Tell how many lines contain the string "sans" in the material underneath; the reply is that number and no more.

Start of Block

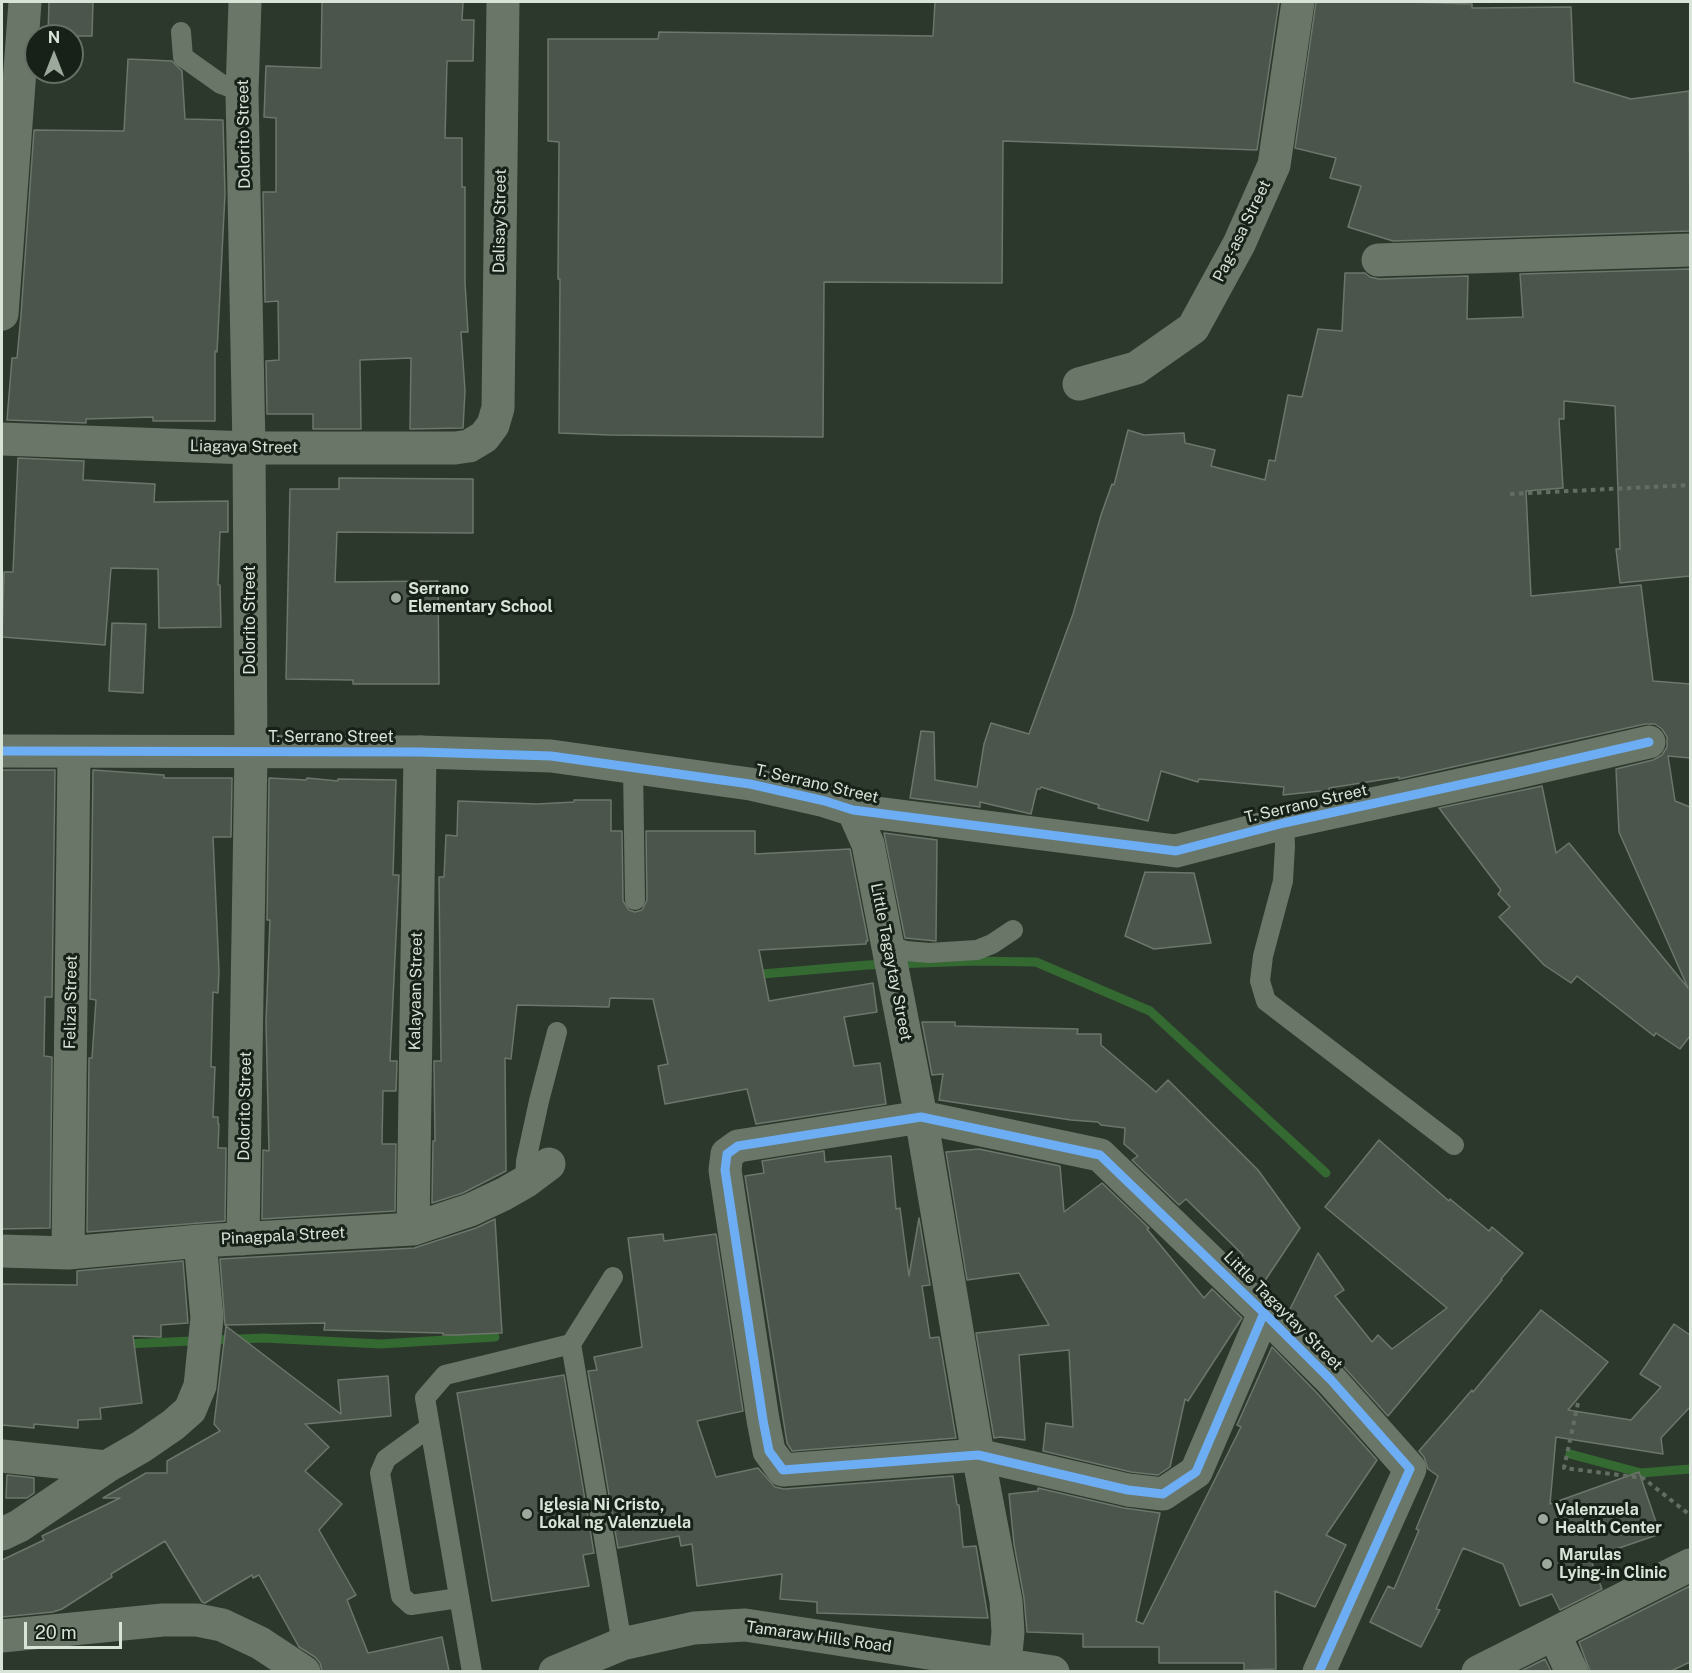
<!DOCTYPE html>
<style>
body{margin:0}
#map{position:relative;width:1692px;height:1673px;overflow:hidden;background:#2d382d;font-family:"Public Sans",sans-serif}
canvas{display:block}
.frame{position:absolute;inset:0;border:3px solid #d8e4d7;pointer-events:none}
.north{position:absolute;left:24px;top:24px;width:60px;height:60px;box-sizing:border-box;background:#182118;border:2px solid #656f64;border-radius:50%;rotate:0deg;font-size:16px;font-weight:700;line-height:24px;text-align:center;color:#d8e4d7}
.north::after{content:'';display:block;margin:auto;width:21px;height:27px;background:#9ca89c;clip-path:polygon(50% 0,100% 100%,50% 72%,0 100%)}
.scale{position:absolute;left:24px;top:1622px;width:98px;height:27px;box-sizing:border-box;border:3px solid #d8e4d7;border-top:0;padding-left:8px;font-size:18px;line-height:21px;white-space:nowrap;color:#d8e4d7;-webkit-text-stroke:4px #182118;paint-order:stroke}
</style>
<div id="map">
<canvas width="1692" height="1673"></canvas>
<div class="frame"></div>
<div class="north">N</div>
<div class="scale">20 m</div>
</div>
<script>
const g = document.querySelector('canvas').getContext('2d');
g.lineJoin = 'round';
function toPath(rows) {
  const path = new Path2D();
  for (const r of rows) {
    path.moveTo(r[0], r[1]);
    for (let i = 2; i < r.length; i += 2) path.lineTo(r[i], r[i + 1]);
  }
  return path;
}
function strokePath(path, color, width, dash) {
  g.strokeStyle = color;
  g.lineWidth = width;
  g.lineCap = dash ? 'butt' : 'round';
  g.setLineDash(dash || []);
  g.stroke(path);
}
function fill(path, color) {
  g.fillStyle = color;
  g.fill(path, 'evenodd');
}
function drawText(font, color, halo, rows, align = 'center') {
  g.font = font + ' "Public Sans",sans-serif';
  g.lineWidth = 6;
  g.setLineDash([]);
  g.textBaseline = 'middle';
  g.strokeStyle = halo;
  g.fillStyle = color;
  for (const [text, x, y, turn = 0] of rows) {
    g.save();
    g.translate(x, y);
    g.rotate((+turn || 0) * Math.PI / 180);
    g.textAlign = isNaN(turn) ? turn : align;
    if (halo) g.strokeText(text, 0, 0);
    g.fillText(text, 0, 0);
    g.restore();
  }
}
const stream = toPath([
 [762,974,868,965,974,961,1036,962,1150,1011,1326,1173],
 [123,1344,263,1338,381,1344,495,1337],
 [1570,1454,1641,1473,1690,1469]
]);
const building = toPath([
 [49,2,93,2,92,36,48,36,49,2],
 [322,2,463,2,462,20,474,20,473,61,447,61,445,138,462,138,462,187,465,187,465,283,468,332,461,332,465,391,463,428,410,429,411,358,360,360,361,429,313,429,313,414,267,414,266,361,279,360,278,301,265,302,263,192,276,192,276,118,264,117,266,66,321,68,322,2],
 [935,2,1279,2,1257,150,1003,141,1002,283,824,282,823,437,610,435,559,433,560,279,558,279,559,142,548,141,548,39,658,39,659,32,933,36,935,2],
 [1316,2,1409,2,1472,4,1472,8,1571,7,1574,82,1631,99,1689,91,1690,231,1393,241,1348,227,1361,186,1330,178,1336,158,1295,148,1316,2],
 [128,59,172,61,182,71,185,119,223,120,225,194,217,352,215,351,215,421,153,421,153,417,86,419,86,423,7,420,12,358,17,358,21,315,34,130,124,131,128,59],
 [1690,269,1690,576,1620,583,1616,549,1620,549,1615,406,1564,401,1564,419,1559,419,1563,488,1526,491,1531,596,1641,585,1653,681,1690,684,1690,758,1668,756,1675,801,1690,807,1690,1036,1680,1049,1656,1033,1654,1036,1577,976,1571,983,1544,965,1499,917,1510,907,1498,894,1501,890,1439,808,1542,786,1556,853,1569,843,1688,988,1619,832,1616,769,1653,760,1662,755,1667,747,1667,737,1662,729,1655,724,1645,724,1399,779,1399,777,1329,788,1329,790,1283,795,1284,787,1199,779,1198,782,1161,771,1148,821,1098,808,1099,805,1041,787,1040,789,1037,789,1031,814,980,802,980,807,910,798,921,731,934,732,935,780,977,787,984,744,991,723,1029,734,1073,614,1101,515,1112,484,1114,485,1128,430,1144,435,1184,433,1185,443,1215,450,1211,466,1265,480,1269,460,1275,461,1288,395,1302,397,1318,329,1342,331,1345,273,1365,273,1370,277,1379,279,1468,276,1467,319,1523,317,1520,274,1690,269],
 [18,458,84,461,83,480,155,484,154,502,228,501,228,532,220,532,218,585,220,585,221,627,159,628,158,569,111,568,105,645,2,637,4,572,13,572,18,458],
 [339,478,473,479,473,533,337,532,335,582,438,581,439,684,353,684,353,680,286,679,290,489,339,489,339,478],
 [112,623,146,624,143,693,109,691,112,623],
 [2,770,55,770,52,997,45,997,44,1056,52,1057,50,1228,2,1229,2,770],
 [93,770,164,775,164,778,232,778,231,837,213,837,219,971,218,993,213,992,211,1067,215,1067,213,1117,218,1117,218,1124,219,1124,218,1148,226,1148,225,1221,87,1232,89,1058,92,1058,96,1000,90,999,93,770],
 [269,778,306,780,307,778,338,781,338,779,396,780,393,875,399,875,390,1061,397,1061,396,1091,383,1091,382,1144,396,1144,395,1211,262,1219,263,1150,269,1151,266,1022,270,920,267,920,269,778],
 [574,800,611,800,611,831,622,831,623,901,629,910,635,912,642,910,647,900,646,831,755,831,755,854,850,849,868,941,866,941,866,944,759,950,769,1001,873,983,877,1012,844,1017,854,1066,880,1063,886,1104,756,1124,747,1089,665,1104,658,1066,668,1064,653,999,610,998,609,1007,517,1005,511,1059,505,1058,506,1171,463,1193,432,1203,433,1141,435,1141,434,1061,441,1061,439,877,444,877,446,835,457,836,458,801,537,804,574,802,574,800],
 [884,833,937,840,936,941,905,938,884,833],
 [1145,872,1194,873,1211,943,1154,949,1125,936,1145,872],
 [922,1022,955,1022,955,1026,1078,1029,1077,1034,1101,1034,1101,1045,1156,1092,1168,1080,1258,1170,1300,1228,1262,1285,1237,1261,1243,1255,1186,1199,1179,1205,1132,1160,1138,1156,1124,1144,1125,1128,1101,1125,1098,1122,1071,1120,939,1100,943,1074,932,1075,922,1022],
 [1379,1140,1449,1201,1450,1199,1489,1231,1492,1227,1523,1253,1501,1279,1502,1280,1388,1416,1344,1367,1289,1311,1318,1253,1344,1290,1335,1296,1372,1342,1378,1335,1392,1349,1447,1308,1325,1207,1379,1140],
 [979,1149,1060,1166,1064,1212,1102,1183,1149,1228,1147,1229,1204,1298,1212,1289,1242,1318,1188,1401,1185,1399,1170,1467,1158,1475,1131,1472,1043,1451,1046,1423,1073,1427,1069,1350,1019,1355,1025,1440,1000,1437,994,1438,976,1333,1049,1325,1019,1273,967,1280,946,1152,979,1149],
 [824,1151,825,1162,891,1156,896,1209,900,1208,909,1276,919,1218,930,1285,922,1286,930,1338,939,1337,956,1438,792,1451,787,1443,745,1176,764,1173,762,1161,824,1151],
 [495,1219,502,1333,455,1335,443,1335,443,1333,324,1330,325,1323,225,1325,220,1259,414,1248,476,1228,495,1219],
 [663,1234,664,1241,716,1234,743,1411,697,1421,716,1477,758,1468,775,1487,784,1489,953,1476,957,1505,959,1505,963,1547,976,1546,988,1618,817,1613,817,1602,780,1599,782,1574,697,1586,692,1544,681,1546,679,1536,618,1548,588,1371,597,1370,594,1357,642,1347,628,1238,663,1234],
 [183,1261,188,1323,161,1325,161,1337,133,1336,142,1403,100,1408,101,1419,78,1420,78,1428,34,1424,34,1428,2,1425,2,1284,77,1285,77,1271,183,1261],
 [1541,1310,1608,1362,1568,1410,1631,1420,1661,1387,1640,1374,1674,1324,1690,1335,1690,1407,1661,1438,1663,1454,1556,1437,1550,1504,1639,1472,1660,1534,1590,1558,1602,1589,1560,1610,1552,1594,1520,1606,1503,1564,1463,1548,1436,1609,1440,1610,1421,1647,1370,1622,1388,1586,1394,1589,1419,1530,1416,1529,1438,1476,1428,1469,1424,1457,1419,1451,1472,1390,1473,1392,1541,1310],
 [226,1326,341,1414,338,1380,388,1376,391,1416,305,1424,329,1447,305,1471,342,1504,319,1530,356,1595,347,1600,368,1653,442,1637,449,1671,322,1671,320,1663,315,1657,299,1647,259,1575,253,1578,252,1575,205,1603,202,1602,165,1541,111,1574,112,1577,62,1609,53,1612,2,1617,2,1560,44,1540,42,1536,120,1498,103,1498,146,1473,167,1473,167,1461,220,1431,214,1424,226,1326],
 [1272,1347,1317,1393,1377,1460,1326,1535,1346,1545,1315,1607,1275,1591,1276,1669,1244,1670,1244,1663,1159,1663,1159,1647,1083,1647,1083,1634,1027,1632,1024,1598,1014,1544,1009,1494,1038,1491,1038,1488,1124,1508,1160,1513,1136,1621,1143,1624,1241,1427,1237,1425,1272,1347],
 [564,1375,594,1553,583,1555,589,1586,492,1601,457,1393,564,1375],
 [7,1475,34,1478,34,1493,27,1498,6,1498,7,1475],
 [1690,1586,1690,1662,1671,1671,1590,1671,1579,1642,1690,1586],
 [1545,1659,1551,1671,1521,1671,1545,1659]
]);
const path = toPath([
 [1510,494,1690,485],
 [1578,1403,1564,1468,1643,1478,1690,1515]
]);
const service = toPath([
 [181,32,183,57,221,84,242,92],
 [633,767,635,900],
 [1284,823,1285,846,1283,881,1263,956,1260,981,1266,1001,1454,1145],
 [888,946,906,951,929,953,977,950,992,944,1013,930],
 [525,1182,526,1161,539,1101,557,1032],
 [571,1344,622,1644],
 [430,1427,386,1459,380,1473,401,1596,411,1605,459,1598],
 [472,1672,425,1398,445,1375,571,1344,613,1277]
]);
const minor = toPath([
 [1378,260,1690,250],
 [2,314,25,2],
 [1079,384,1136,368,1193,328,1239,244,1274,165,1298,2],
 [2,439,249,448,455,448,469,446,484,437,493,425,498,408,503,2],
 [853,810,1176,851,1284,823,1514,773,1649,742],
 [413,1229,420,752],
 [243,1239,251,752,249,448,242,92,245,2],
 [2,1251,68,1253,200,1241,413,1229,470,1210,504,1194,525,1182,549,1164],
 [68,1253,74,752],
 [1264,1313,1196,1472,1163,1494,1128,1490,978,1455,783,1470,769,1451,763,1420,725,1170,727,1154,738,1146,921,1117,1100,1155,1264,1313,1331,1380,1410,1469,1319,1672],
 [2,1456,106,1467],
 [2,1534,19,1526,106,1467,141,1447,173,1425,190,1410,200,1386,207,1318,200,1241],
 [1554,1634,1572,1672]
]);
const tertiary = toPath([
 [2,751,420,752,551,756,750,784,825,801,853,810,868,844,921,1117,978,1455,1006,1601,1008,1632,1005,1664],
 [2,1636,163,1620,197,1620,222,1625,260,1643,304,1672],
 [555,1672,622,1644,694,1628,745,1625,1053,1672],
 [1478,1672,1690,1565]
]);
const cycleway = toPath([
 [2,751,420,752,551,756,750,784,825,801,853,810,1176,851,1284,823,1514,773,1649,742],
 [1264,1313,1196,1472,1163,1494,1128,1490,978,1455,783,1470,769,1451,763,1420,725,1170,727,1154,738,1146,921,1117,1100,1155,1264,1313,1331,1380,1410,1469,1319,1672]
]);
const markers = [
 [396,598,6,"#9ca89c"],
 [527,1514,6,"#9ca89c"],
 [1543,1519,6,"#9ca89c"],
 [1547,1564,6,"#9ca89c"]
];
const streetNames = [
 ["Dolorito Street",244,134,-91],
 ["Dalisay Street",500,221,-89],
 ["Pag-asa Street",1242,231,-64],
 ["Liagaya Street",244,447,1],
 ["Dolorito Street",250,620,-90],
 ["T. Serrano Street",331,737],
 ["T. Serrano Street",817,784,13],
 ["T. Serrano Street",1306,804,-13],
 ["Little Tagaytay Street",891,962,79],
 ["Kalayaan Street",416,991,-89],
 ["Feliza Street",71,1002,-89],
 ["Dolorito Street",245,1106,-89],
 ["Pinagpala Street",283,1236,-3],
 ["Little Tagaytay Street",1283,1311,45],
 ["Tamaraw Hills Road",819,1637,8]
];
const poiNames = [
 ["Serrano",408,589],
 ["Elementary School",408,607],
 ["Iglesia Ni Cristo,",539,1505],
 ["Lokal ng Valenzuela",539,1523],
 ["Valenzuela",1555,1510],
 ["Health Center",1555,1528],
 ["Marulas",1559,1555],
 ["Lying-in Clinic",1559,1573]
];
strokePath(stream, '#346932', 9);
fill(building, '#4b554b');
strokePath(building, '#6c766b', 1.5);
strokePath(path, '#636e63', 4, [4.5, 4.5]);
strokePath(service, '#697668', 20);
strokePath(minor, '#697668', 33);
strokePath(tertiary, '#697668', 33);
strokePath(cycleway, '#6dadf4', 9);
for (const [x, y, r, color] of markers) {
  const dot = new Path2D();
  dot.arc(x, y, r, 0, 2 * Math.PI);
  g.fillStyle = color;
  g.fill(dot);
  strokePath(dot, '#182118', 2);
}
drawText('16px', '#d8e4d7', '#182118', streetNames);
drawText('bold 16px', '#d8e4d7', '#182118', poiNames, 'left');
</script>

End of Block

The completed task ▸
2